There was a recent talk about director Kangana Ranaut with the success of ‘Manikarnika: The Queen of Jhansi’ since she had taken over the direction after the original director Krrish had handed over the director’s role. The Free Press Journal reports the first Indian woman director Fatma Begum - whose directional debut was a fantasy film ‘Bulbul-e-Paristan’, directed in 1926. Since then many female directors were brought to spotlight in the later eras.
Sai Paranjpye and Aparna Sen glorified art in cinema. Sai’s ‘Sparsh’ touched a beautiful subject on how intense love in a friendship can be and how sometimes, it takes a difficult path to emerge between a couple. She is also known for her commercial hits though in the middle-class milieu like ‘Katha’ and ‘Chashme Buddoor’. ‘36 Chowringhee Lane’, directed by Aparna Sen was a wonderful take on human expectations and disappointments. The film won her the Best Director Award at the Indian National Film Awards.
Other directors such as Revathi, Mira Nair, Deepa Mehta, Reema Kagti, and Gauri Shinde joined the journey in the upcoming years. If a plot is given into the hands of these incredible women directors, it is admirable how differently a woman perceives relationships, friendships, emotions and verve, as compared to most men.
Revathi’s directional debut ‘Mitr’, took a simple story to a whole new level, where a couple rediscovers a lost friendship and unfathomable love for each other in a unique way. Gauri Shinde, the director of the film ‘English Vinglish’ ensured that the film takes a stand among the gender equality in the society - when Sridevi, as Sashi, transforms into confident mompreneurs in the film, she voices her trouble - “When a man cooks, it is art. When a woman cooks, it is duty!”
Zoya Akhtar’s recently hit ‘Gully Boy’ is a superb example of her gifted talent. Reema Kagti’s ‘Talaash’ is another example of a well-directed film that sensitively portrayed loss and grief in its various shades. Sandeep Hatangadi who wrote for the Free Press Journal states: “The change in mainstream cinema brought about by these women directors is slowly gathering pace, and there is great scope for them to evolve into an inspiring brigade of filmmakers with groundbreaking skills!”
On speaking to a few female gurus, the role of cinema and how women managed to cope up was made clearer.
Aruna Raje Editor, Filmmaker - Shaque, Situm, Gehrayee, Riahee, Tum, Red Alert
“When I started out it was a patriarchal society in the film industry and only actresses and hairdressers were seen working on the sets. Even the editing rooms and other post-production studios were full of men and I had a hard time working as an editor in the editing studios. Now, of course, many talented lady directors have come to the fore and not only in direction but all processes of filmmaking and I am happy for this change. My next film ‘Firebrand’, which is in Marathi and will release on Netflix, is about a dashing female lawyer who has been abused in her childhood. And of course in the industry too we have seen the #MeToo movement. The women are raising their voices against injustice and I am happy for that.”

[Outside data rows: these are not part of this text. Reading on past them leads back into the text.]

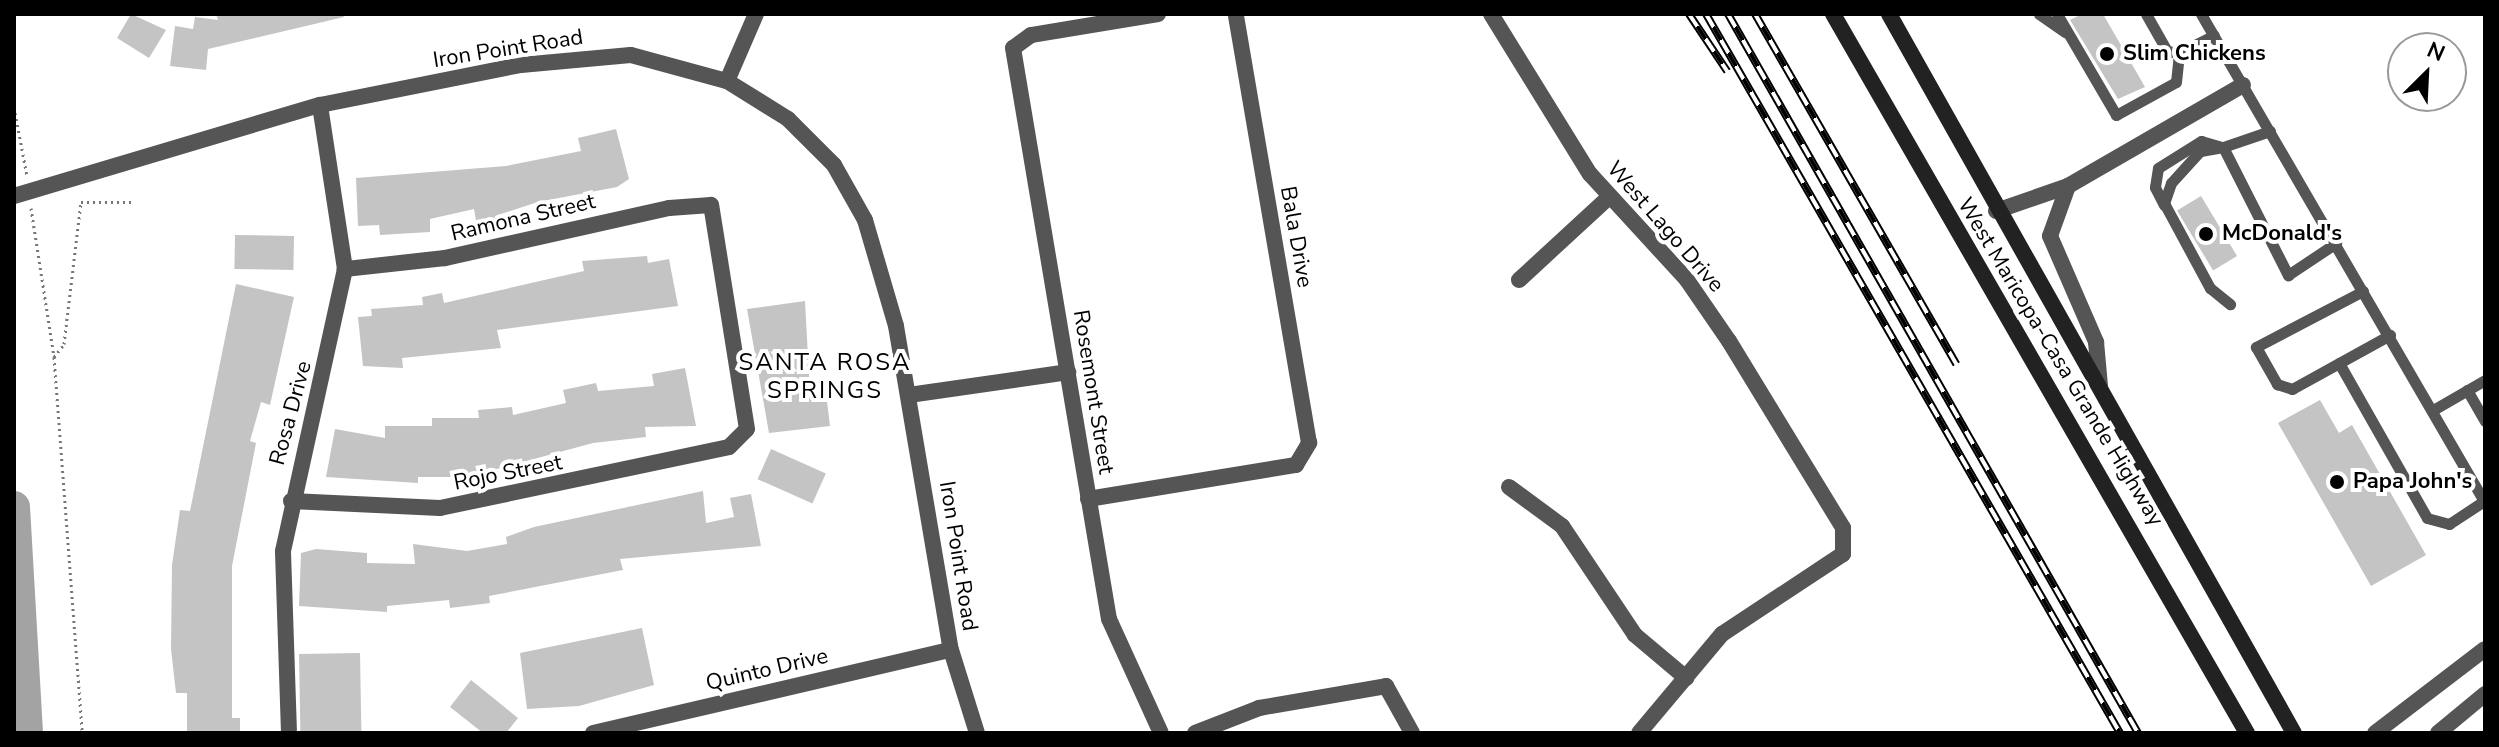 <!DOCTYPE html>
<html>
<head>
<meta charset="utf-8">
<style>
	body { margin:0 }
	#map { position:relative; width:2499px; height:747px; overflow:hidden; background:#fff; font-family:"Nunito Sans",sans-serif }
	div>[style] { position:absolute }
	[style*='--x'] { left:calc(var(--x)*1px); top:calc(var(--y)*1px); width:calc(var(--w)*1px); rotate:calc(var(--a)*1deg) }
	.river>* { height:32px; margin:-16px; padding:0 16px; transform-origin:16px; border-radius:16px; background:#a3a3a3 }
	.building>* { inset:0; background:#c4c4c4; transform-origin:0 0 }
	.path>* { height:3px; margin-top:-1.5px; transform-origin:0; background:repeating-linear-gradient(90deg,#777 0 2px,transparent 0 6px) }
	.service>* { height:11px; margin:-5.5px; padding:0 5.5px; transform-origin:5.5px; border-radius:5.5px; background:#555 }
	.minor>* { height:16px; margin:-8px; padding:0 8px; transform-origin:8px; border-radius:8px; background:#555 }
	.tertiary>* { height:16px; margin:-8px; padding:0 8px; transform-origin:8px; border-radius:8px; background:#555 }
	.secondary>* { height:16px; margin:-8px; padding:0 8px; transform-origin:8px; border-radius:8px; background:#222 }
	.rail>* { height:8px; margin-top:-4px; transform-origin:0; background:repeating-linear-gradient(90deg,#fff 0 15px,#000 0 30px); box-sizing:border-box; border-block:2px solid #000 }
	.dots>* { width:22px; height:22px; translate:-50% -50%; box-sizing:border-box; border:4px solid #fff; border-radius:50% }
	span { translate:-50% -50%; white-space:nowrap; text-align:center; line-height:1.15; -webkit-text-stroke:8px #fff; paint-order:stroke }
	.street-label { font-size:22px; color:#000 }
	.poi-label { font-size:22px; color:#000; font-weight:700 }
	.left { translate:0 -50%; text-align:left }
	.neighbourhood-label { font-size:24px; color:#000; letter-spacing:2px }
	.frame { position:absolute; inset:0; border:16px solid #000; pointer-events:none }
	.north { position:absolute; left:2387px; top:32px; width:80px; height:80px; box-sizing:border-box; background:#fff; border:2px solid #999; border-radius:50%; rotate:24deg; font-size:22px; font-weight:700; line-height:32px; text-align:center; color:#000 }
	.north::after { content:''; display:block; margin:auto; width:28px; height:36px; background:#000; clip-path:polygon(50% 0,100% 100%,50% 72%,0 100%) }
</style>
</head>
<body>
<div id="map">
	<div class="river">
		<i style="--x:14;--y:507;--w:226;--a:86.7"></i>
	</div>
	<div class="building">
		<i style="clip-path:polygon(131px 14px,166px 30px,149px 58px,117px 38px)"></i>
		<i style="clip-path:polygon(216px 14px,343px 14px,344px 17px,208px 49px,206px 70px,170px 66px,175px 26px,193px 29px,195px 17px,218px 20px)"></i>
		<i style="clip-path:polygon(2082px 14px,2103px 14px,2145px 87px,2118px 99px,2070px 20px)"></i>
		<i style="clip-path:polygon(616px 129px,629px 179px,617px 187px,538px 202px,495px 216px,496px 224px,477px 226px,474px 209px,430px 219px,430px 232px,380px 235px,379px 225px,358px 226px,356px 178px,506px 166px,581px 151px,578px 138px)"></i>
		<i style="left:2201px;top:196px;width:70px;height:28px;rotate:59deg"></i>
		<i style="left:235px;top:235px;width:59px;height:34px;rotate:1deg"></i>
		<i style="clip-path:polygon(647px 256px,648px 263px,669px 259px,678px 306px,497px 330px,501px 348px,402px 358px,403px 368px,363px 366px,358px 317px,372px 316px,371px 309px,423px 305px,422px 297px,442px 293px,444px 303px,584px 271px,582px 261px)"></i>
		<i style="clip-path:polygon(236px 284px,294px 297px,270px 405px,261px 402px,250px 441px,256px 443px,232px 566px,232px 718px,240px 718px,240px 733px,187px 733px,187px 693px,176px 693px,171px 649px,172px 565px,180px 510px,190px 511px)"></i>
		<i style="clip-path:polygon(805px 301px,810px 394px,826px 393px,830px 426px,769px 433px,747px 309px)"></i>
		<i style="clip-path:polygon(685px 368px,696px 426px,645px 427px,646px 437px,593px 443px,467px 477px,418px 477px,418px 483px,326px 477px,335px 429px,385px 438px,385px 426px,432px 426px,432px 418px,479px 418px,478px 410px,512px 407px,513px 415px,566px 403px,563px 390px,596px 383px,598px 391px,654px 386px,652px 374px)"></i>
		<i style="clip-path:polygon(2320px 400px,2339px 433px,2352px 425px,2426px 555px,2371px 586px,2278px 423px)"></i>
		<i style="left:771px;top:449px;width:60px;height:33px;rotate:24deg"></i>
		<i style="clip-path:polygon(703px 491px,706px 523px,734px 517px,730px 498px,751px 494px,761px 546px,620px 559px,623px 570px,489px 596px,490px 603px,450px 608px,449px 600px,387px 606px,387px 612px,299px 606px,301px 553px,316px 549px,367px 553px,367px 563px,415px 564px,413px 544px,467px 551px,507px 544px,506px 537px,534px 527px)"></i>
		<i style="clip-path:polygon(642px 628px,654px 685px,579px 706px,527px 709px,520px 653px)"></i>
		<i style="left:360px;top:653px;width:80px;height:61px;rotate:89deg"></i>
		<i style="clip-path:polygon(471px 680px,518px 718px,506px 733px,483px 733px,450px 707px)"></i>
	</div>
	<div class="path">
		<i style="--x:14;--y:107;--w:70;--a:79.3"></i>
		<i style="--x:31;--y:208;--w:151;--a:81.2"></i>
		<i style="--x:54;--y:357;--w:377;--a:85.7"></i>
		<i style="--x:54;--y:357;--w:16;--a:-52"></i>
		<i style="--x:64;--y:344;--w:143;--a:-83.2"></i>
		<i style="--x:81;--y:202;--w:50;--a:0"></i>
	</div>
	<div class="service">
		<i style="--x:2039;--y:14;--w:32;--a:35"></i>
		<i style="--x:2057;--y:14;--w:117;--a:59.7"></i>
		<i style="--x:2116;--y:115;--w:68;--a:-28.8"></i>
		<i style="--x:2176;--y:82;--w:29;--a:-84"></i>
		<i style="--x:2146;--y:14;--w:43;--a:60.4"></i>
		<i style="--x:2167;--y:51;--w:12;--a:9"></i>
		<i style="--x:2179;--y:53;--w:39;--a:-27"></i>
		<i style="--x:2201;--y:14;--w:565;--a:59.85"></i>
		<i style="--x:2270;--y:131;--w:50;--a:161.2"></i>
		<i style="--x:2223;--y:147;--w:144;--a:63.1"></i>
		<i style="--x:2288;--y:275;--w:58;--a:-33.7"></i>
		<i style="--x:2223;--y:147;--w:23;--a:170"></i>
		<i style="--x:2200;--y:151;--w:43;--a:132.2"></i>
		<i style="--x:2171;--y:183;--w:21;--a:109"></i>
		<i style="--x:2164;--y:203;--w:97;--a:61.6"></i>
		<i style="--x:2210;--y:288;--w:26;--a:39"></i>
		<i style="--x:2164;--y:205;--w:20;--a:-117"></i>
		<i style="--x:2155;--y:187;--w:19;--a:-81"></i>
		<i style="--x:2158;--y:168;--w:51;--a:-32.1"></i>
		<i style="--x:2201;--y:141;--w:19;--a:16"></i>
		<i style="--x:2363;--y:291;--w:121;--a:152.4"></i>
		<i style="--x:2256;--y:347;--w:43;--a:60.4"></i>
		<i style="--x:2277;--y:384;--w:16;--a:18"></i>
		<i style="--x:2292;--y:389;--w:112;--a:-28.9"></i>
		<i style="--x:2339;--y:363;--w:178;--a:60.4"></i>
		<i style="--x:2427;--y:518;--w:23;--a:15"></i>
		<i style="--x:2449;--y:524;--w:42;--a:-33.3"></i>
		<i style="--x:2467;--y:390;--w:36;--a:60"></i>
		<i style="--x:2433;--y:410;--w:60;--a:-30"></i>
	</div>
	<div class="minor">
		<i style="--x:1158;--y:14;--w:129;--a:170.6"></i>
		<i style="--x:1031;--y:35;--w:22;--a:144"></i>
		<i style="--x:1013;--y:48;--w:579;--a:80.46"></i>
		<i style="--x:1109;--y:619;--w:125;--a:65.5"></i>
		<i style="--x:1491;--y:14;--w:188;--a:58.3"></i>
		<i style="--x:1590;--y:174;--w:144;--a:47.5"></i>
		<i style="--x:1687;--y:280;--w:74;--a:55.5"></i>
		<i style="--x:1729;--y:341;--w:219;--a:58.6"></i>
		<i style="--x:1843;--y:528;--w:26;--a:90"></i>
		<i style="--x:1843;--y:554;--w:145;--a:146.5"></i>
		<i style="--x:1722;--y:634;--w:129;--a:130"></i>
		<i style="--x:727;--y:81;--w:73;--a:-66.6"></i>
		<i style="--x:2068;--y:186;--w:53;--a:109.8"></i>
		<i style="--x:2050;--y:236;--w:116;--a:66.5"></i>
		<i style="--x:2096;--y:342;--w:44;--a:84.8"></i>
		<i style="--x:14;--y:196;--w:319;--a:-16.6"></i>
		<i style="--x:320;--y:105;--w:205;--a:-11.3"></i>
		<i style="--x:521;--y:65;--w:110;--a:-5.2"></i>
		<i style="--x:631;--y:55;--w:99;--a:15.2"></i>
		<i style="--x:727;--y:81;--w:72;--a:31.9"></i>
		<i style="--x:788;--y:119;--w:65;--a:45"></i>
		<i style="--x:834;--y:165;--w:63;--a:60.6"></i>
		<i style="--x:865;--y:220;--w:110;--a:73.7"></i>
		<i style="--x:896;--y:326;--w:329;--a:80.4"></i>
		<i style="--x:951;--y:650;--w:87;--a:72.6"></i>
		<i style="--x:1996;--y:211;--w:76;--a:-19.1"></i>
		<i style="--x:2068;--y:186;--w:202;--a:-30"></i>
		<i style="--x:1519;--y:280;--w:122;--a:-42.7"></i>
		<i style="--x:909;--y:395;--w:161;--a:-8.2"></i>
		<i style="--x:1509;--y:487;--w:66;--a:36.3"></i>
		<i style="--x:1562;--y:526;--w:131;--a:56.2"></i>
		<i style="--x:1635;--y:635;--w:67;--a:40.1"></i>
		<i style="--x:1088;--y:499;--w:211;--a:-9.3"></i>
		<i style="--x:1296;--y:465;--w:26;--a:-59"></i>
		<i style="--x:1309;--y:443;--w:435;--a:-99.7"></i>
		<i style="--x:291;--y:501;--w:149;--a:2.7"></i>
		<i style="--x:440;--y:508;--w:295;--a:-11.9"></i>
		<i style="--x:729;--y:447;--w:25;--a:-45"></i>
		<i style="--x:747;--y:429;--w:227;--a:-99.1"></i>
		<i style="--x:711;--y:205;--w:42;--a:175.9"></i>
		<i style="--x:669;--y:208;--w:230;--a:167.4"></i>
		<i style="--x:445;--y:258;--w:101;--a:173.7"></i>
		<i style="--x:289;--y:733;--w:182;--a:-91.9"></i>
		<i style="--x:283;--y:551;--w:289;--a:-77.6"></i>
		<i style="--x:345;--y:269;--w:166;--a:-98.7"></i>
		<i style="--x:593;--y:733;--w:367;--a:-13.1"></i>
		<i style="--x:1195;--y:733;--w:69;--a:-21.3"></i>
		<i style="--x:1259;--y:708;--w:129;--a:-9.8"></i>
		<i style="--x:1386;--y:686;--w:54;--a:61"></i>
	</div>
	<div class="tertiary">
		<i style="--x:2375;--y:733;--w:138;--a:-37.4"></i>
		<i style="--x:2438;--y:733;--w:61;--a:-39.7"></i>
	</div>
	<div class="secondary">
		<i style="--x:1833;--y:14;--w:830;--a:60.07"></i>
		<i style="--x:1889;--y:14;--w:825;--a:60.61"></i>
	</div>
	<div class="rail">
		<i style="--x:1689;--y:14;--w:69;--a:56.3"></i>
		<i style="--x:1706;--y:14;--w:830;--a:60.07"></i>
		<i style="--x:1728;--y:14;--w:828;--a:60.31"></i>
		<i style="--x:1755;--y:14;--w:404;--a:60.1"></i>
	</div>
	<div class="dots">
		<i style="left:2107px;top:54px;background:#000"></i>
		<i style="left:2206px;top:234px;background:#000"></i>
		<i style="left:2337px;top:482px;background:#000"></i>
	</div>
	<div class="street-label">
		<span style="left:508px;top:49px;rotate:-9deg">Iron Point Road</span>
		<span style="left:523px;top:218px;rotate:-13deg">Ramona Street</span>
		<span style="left:1665px;top:227px;rotate:49deg">West Lago Drive</span>
		<span style="left:1296px;top:237px;rotate:80deg">Bala Drive</span>
		<span style="left:2060px;top:362px;rotate:59deg">West Maricopa-Casa Grande Highway</span>
		<span style="left:1093px;top:392px;rotate:81deg">Rosemont Street</span>
		<span style="left:291px;top:413px;rotate:-75deg">Rosa Drive</span>
		<span style="left:508px;top:473px;rotate:-11deg">Rojo Street</span>
		<span style="left:958px;top:556px;rotate:81deg">Iron Point Road</span>
		<span style="left:767px;top:670px;rotate:-13deg">Quinto Drive</span>
	</div>
	<div class="poi-label">
		<span class="left" style="left:2123px;top:54px">Slim Chickens</span>
		<span class="left" style="left:2222px;top:234px">McDonald's</span>
		<span class="left" style="left:2353px;top:482px">Papa John's</span>
	</div>
	<div class="neighbourhood-label">
		<span style="left:825px;top:377px">SANTA ROSA<br>SPRINGS</span>
	</div>
	<div class="frame"></div>
	<div class="north">N</div>
</div>
</body>
</html>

Renuka Shahane Filmmaker - ‘Rita’
“I feel that women in all walks of life are coming up and it is not restricted to the film industry alone. The number of female directors is growing day by day because they have been accepted as equals in this male-dominated industry. I also feel that women can relate more to sensitive subjects because their outlook towards life is different. Even now I am making my Hindi film debut as a director and I am all excited about it. And this does not mean that men can’t make women-oriented cinema as veterans like Gulzarji have proved with their protagonists being females in his classic cinema.”
Pakhi Tyrewala Writer - Jaane Tu Yaa Jaane Naa - Director - ‘Pahuna’
“I feel that women are coming forward in all areas of life and the earlier gender inequality is not there now. Women directors are more aware of their talent and are ready to handle better subjects with better ideas like Zoya Akhtar whose recent hit ‘Gully Boy’ is a prime example of a female director excelling at her work.”